Stored items:
* * *
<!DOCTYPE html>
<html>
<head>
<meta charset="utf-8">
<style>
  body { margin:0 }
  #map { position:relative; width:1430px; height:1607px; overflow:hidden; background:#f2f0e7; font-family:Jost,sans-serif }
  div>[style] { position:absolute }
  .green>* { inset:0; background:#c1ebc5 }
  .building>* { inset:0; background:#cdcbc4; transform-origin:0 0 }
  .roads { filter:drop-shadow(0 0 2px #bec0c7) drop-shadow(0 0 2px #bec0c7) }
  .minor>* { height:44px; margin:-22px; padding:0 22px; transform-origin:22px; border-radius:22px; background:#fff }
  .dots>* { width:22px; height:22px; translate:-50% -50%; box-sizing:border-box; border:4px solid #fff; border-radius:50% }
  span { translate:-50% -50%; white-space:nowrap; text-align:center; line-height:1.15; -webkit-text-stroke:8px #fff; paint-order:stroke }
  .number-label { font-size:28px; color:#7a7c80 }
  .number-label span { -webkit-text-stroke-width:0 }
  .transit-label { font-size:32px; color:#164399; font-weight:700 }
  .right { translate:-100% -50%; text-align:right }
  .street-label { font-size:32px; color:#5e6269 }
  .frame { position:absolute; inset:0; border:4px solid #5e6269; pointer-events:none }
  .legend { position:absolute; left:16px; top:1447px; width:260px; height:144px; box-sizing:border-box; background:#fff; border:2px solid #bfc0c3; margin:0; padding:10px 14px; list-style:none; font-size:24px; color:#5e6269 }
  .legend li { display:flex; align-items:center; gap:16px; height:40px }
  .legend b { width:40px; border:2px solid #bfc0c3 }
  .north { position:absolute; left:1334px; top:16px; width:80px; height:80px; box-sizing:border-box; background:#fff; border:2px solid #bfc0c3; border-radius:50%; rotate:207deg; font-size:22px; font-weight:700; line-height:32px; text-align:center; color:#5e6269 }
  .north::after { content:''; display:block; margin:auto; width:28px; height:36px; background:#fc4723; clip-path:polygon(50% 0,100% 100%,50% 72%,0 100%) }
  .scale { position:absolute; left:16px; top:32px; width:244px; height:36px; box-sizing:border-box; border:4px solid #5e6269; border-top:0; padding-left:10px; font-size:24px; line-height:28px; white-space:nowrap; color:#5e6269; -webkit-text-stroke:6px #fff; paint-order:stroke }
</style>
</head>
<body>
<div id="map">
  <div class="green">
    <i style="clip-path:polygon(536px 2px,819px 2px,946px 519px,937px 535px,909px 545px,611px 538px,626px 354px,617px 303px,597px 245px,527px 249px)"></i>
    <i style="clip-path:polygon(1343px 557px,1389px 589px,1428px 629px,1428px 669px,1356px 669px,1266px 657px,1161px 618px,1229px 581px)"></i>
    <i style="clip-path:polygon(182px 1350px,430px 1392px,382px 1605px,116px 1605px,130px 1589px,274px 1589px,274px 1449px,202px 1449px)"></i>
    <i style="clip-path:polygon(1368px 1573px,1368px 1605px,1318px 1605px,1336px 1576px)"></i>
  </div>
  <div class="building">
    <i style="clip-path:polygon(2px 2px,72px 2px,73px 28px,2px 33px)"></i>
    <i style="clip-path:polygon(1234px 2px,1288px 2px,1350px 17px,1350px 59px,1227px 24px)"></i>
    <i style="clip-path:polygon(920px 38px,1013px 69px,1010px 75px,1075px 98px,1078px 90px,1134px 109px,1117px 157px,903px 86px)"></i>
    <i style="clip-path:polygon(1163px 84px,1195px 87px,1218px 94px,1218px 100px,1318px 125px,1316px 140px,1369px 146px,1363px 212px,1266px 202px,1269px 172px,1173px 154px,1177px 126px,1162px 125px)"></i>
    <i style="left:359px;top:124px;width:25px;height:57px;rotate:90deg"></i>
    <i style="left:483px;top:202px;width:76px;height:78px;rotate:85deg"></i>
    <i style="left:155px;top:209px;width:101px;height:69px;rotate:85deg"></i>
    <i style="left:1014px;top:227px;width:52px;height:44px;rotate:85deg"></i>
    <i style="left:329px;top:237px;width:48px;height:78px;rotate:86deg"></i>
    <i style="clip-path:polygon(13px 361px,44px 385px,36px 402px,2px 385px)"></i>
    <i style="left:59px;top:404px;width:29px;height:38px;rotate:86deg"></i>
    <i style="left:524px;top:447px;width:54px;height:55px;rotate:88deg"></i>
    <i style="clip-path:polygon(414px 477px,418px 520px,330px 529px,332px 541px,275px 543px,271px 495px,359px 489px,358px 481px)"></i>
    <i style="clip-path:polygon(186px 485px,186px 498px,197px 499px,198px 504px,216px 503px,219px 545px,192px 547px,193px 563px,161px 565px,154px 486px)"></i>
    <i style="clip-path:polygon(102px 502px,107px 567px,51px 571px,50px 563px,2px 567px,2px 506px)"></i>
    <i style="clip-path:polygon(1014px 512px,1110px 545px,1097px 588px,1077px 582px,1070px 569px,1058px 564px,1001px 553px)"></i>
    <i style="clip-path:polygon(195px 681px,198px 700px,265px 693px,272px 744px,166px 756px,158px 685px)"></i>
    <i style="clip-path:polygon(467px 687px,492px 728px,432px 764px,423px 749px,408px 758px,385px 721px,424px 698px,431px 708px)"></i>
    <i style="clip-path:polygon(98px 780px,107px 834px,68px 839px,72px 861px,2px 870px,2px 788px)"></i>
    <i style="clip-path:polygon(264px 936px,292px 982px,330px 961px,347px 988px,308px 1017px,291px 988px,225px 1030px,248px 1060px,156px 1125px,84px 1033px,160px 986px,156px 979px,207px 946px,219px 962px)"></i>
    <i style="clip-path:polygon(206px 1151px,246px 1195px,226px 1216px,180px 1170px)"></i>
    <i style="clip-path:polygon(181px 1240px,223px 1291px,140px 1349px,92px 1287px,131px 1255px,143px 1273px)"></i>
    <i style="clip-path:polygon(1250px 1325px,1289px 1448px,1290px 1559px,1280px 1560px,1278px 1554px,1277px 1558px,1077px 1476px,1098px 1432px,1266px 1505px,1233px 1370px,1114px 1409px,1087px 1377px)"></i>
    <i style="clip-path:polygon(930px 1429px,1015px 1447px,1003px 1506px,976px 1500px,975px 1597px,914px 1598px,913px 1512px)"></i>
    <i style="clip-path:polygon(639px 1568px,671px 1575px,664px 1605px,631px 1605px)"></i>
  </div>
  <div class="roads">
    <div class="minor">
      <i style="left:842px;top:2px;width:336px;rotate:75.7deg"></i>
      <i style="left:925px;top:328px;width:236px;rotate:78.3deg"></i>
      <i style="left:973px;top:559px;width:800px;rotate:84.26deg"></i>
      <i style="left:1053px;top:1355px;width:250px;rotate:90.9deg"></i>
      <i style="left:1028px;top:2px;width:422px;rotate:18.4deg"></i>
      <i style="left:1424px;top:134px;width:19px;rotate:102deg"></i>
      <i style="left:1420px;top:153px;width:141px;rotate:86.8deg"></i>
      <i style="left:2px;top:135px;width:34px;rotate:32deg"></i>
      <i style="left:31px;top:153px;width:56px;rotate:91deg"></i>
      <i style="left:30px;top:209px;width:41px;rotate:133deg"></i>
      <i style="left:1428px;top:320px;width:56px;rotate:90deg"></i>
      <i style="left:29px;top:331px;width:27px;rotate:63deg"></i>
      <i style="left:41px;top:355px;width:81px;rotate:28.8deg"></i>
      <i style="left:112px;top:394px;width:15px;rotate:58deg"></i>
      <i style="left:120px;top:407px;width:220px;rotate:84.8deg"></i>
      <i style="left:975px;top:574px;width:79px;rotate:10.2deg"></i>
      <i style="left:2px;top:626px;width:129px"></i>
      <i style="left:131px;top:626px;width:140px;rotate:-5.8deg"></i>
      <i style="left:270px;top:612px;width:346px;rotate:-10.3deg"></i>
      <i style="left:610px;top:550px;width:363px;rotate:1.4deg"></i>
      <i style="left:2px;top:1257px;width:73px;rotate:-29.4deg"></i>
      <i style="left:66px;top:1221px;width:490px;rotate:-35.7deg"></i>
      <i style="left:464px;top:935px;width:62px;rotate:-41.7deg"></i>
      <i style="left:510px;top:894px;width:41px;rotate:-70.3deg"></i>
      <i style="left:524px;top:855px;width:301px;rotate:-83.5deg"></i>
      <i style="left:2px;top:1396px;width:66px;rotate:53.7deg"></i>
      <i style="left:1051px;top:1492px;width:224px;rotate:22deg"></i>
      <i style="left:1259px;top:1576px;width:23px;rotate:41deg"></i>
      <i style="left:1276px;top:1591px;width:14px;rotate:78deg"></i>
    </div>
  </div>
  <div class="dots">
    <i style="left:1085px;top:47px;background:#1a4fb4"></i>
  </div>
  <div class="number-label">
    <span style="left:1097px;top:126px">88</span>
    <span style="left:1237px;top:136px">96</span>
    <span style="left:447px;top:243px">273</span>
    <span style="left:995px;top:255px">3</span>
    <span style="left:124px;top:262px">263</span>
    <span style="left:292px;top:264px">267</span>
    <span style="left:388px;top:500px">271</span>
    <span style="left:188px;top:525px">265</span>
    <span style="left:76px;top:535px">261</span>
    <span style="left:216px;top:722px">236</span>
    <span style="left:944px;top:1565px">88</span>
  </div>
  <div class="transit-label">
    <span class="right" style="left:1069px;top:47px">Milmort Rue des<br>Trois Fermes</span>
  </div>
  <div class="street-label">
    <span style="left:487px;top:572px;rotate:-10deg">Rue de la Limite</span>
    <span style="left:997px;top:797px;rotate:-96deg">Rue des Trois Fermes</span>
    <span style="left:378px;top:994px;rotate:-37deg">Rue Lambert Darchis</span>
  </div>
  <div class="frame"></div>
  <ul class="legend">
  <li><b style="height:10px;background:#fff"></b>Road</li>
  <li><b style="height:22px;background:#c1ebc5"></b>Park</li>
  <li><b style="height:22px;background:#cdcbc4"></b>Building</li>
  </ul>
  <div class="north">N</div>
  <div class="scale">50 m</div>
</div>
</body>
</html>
* * *
- [Exercise instructions]
Copy, please, every line from the start of the entries down to the line that holds "filter:drop-shadow(0 0 2px", with both of those lines included and no others.

- [Answer to the exercise]
<!DOCTYPE html>
<html>
<head>
<meta charset="utf-8">
<style>
  body { margin:0 }
  #map { position:relative; width:1430px; height:1607px; overflow:hidden; background:#f2f0e7; font-family:Jost,sans-serif }
  div>[style] { position:absolute }
  .green>* { inset:0; background:#c1ebc5 }
  .building>* { inset:0; background:#cdcbc4; transform-origin:0 0 }
  .roads { filter:drop-shadow(0 0 2px #bec0c7) drop-shadow(0 0 2px #bec0c7) }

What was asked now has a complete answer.